Djokovic climbs to the top of the latest ATP rankings a day after memorable Wimbledon triumph
London: Wimbledon champion Novak Djokovic went back to the top of the world rankings yesterday while Andy Murray slipped to number 10, his lowest place for six years.
Novak Djokovic and Petra Kvitova pose with their respective trophies in Wimbledon on Sunday evening. Pic/Getty Images
The 27-year-old Serb replaced Rafael Nadal as the world's top player following his five-set triumph over Roger Federer in Sunday's final at the All England Club.
It was Djokovic's second Wimbledon and seventh Grand Slam title which also allowed him to book a place in the season-ending World Tour Finals in London.
"It feels great not only to win Wimbledon again but also to return to No. 1 in the ATP rankings," said Djokovic as he starts his 102nd week in total on top of the pile.
Yesterday, once more
"I got to No. 1 for the first time in my career after winning Wimbledon in 2011 so it is nice to do it again here. I can't wait to return to London to defend the ATP World Tour Finals title. I have had a good run there in the past two years."

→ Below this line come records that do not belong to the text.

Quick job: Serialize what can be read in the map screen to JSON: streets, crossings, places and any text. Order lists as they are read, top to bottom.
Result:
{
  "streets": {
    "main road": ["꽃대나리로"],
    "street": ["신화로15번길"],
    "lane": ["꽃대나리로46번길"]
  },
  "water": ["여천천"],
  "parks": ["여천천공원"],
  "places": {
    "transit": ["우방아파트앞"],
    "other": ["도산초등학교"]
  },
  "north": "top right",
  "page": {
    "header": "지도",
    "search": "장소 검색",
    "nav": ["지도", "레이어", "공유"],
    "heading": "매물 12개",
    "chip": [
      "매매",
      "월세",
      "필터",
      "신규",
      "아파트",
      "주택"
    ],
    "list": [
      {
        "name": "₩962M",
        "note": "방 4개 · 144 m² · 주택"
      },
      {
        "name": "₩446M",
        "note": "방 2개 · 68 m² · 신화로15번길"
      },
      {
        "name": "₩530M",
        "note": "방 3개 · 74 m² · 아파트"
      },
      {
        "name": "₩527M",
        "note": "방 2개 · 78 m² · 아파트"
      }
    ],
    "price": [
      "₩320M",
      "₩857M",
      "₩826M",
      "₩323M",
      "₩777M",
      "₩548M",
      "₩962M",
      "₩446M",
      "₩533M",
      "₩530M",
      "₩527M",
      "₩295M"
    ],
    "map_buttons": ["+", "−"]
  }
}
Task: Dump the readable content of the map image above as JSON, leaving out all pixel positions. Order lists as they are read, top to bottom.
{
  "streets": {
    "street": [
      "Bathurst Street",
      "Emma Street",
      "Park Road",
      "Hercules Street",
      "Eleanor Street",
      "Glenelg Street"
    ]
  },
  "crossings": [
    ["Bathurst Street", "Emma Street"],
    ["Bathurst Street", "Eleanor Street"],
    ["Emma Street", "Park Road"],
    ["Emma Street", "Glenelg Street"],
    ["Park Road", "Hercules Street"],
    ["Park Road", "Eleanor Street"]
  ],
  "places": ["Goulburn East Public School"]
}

After finishing 2013 with four straight titles, Djokovic extended his winning streak to 28 straight matches before a loss to Stan Wawrinka in the Australian Open quarter-finals.

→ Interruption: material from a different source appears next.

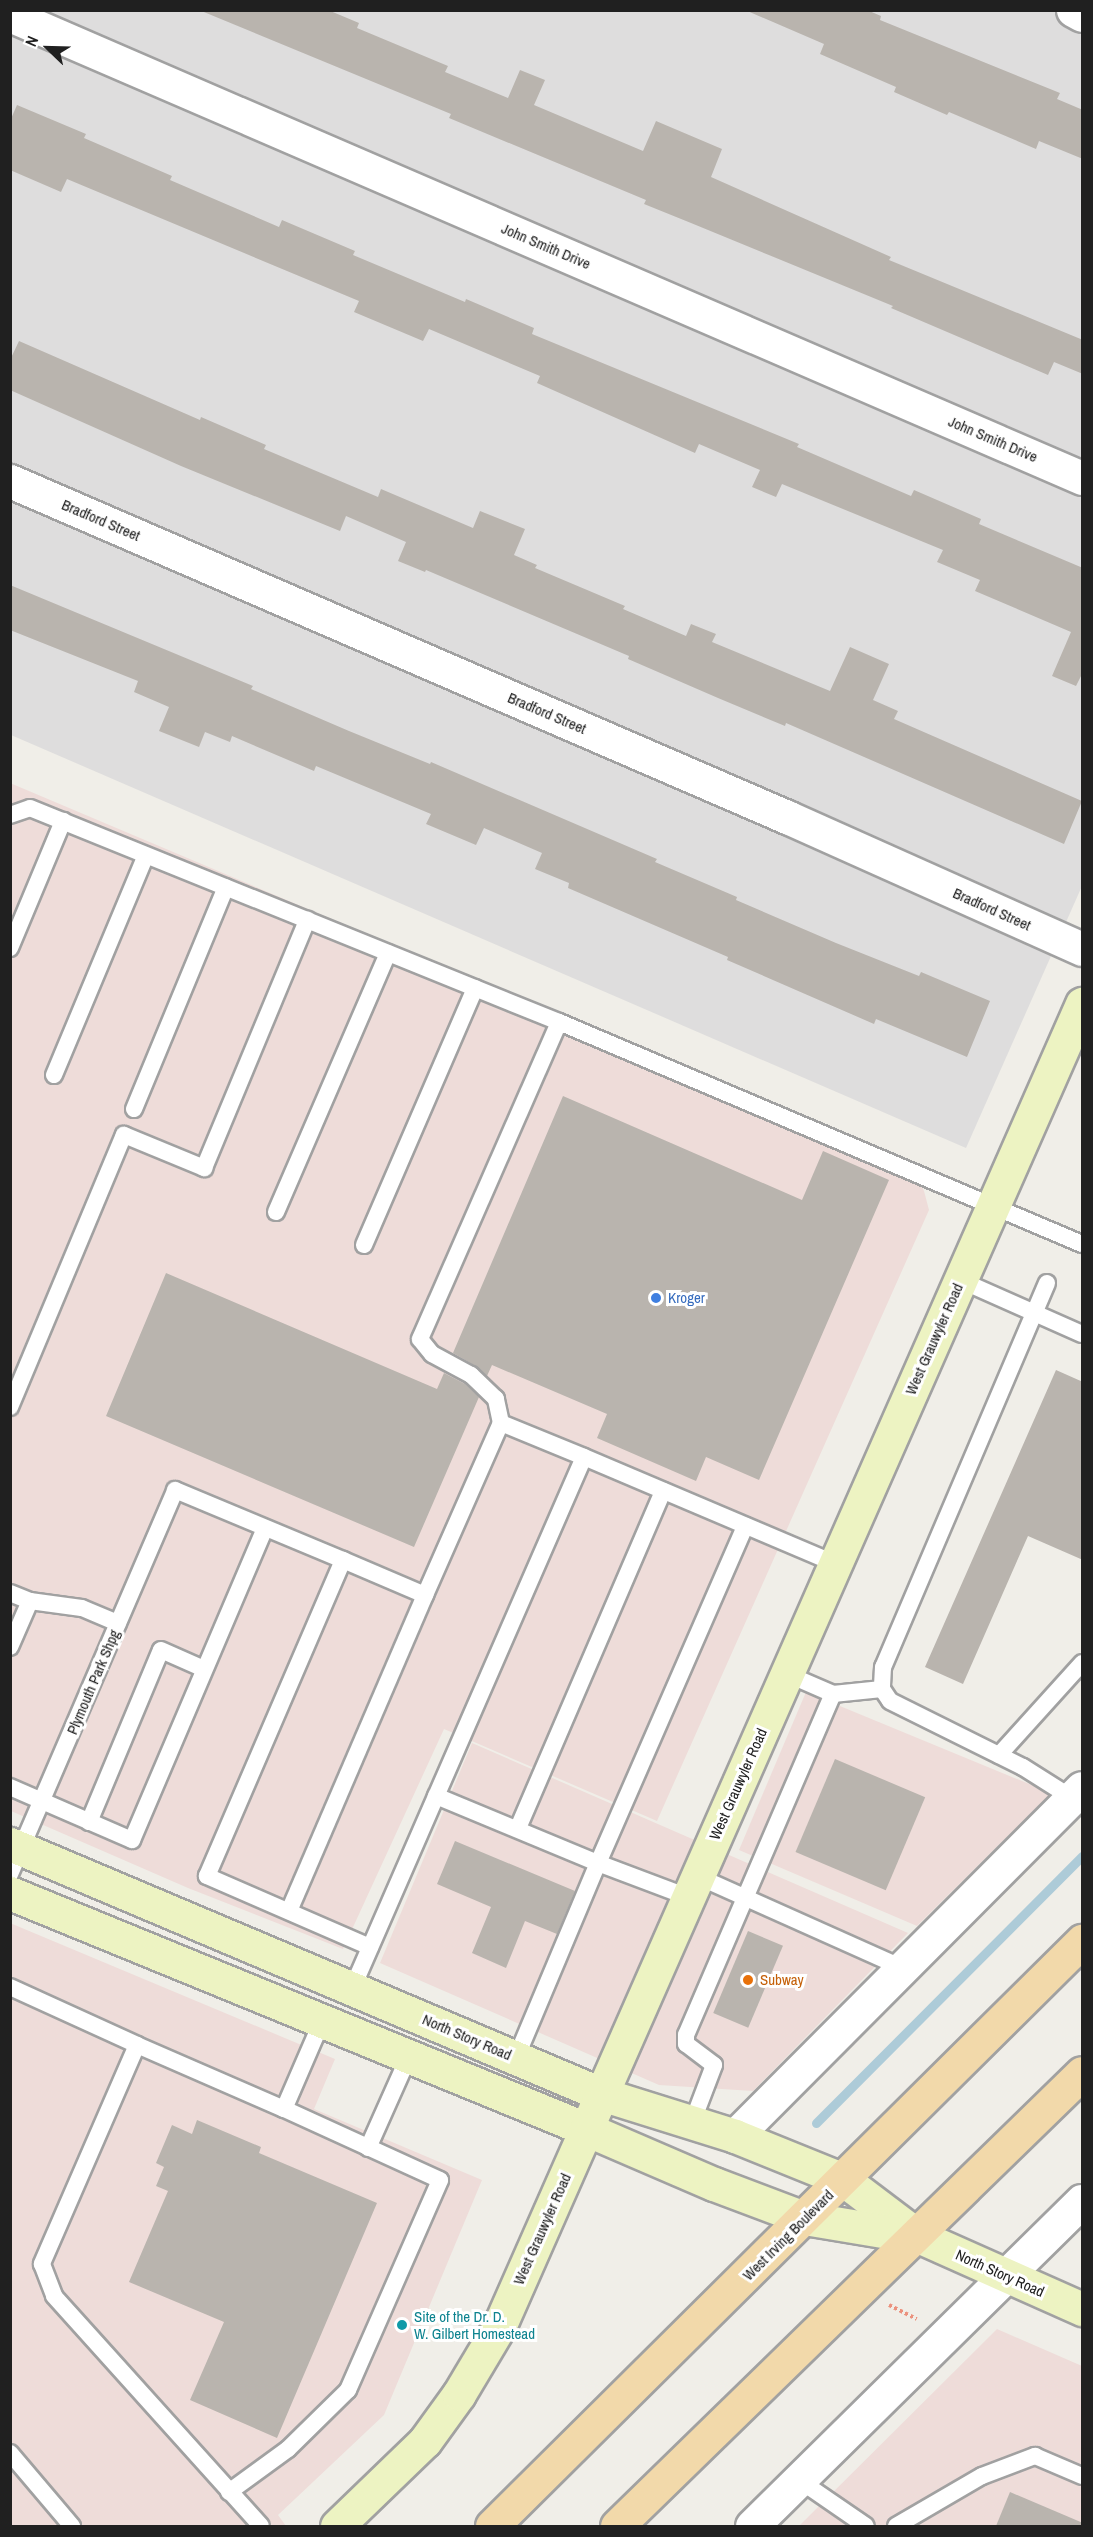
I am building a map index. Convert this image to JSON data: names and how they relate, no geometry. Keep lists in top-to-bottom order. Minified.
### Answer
{"streets":{"main road":["West Grauwyler Road","North Story Road","West Irving Boulevard"],"street":["John Smith Drive","Bradford Street"],"lane":["Plymouth Park Shpg"]},"crossings":[["West Grauwyler Road","North Story Road"],["Plymouth Park Shpg","North Story Road"],["North Story Road","West Irving Boulevard"]],"places":["Kroger","Subway","Site of the Dr. D. W. Gilbert Homestead"],"north":"top left"}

He won three Masters titles this year — at Indian Wells, Miami and Rome — and came up just short in his bid for a career Grand Slam, when he finished runner-up to Nadal at the French Open.
Federer returns to number three in the world but Britain's Andy Murray, the deposed champion at Wimbledon, has slipped to number 10 from five, his lowest ranking since the eve of the 2008 Wimbledon tournament when he was at 11.
Entering the top 10 for the first time is Wimbledon semi-finalist Grigor Dimitrov who is number nine and the first Bulgarian man to make the top bracket. Australian 19-year-old Nick Kyrgios, who knocked Nadal out in the fourth round at Wimbledon, climbs from 144 to 78.
The number of matches Djokovic won before losing to Wawrinka in the Australian Open quarter-finals
Novak Djokovic's Wimbledon title tightened the iron grip of the sport's big four, who have now claimed 40 of the last 45 Grand Slams, and delivered another crushing blow to their struggling heirs. Since Roger Federer won his first Wimbledon crown in 2003, only five men have managed to loosen the stranglehold. Andy Roddick (US Open 2003), Gaston Gaudio (French Open 2004) and Marat Safin (Australian Open 2005) have all retired. Juan Martin del Potro, the giant Argentine, managed to win the 2009 US Open as a raw 20-year-old, while Stan Wawrinka claimed this year's Australian Open against an injured Rafael Nadal.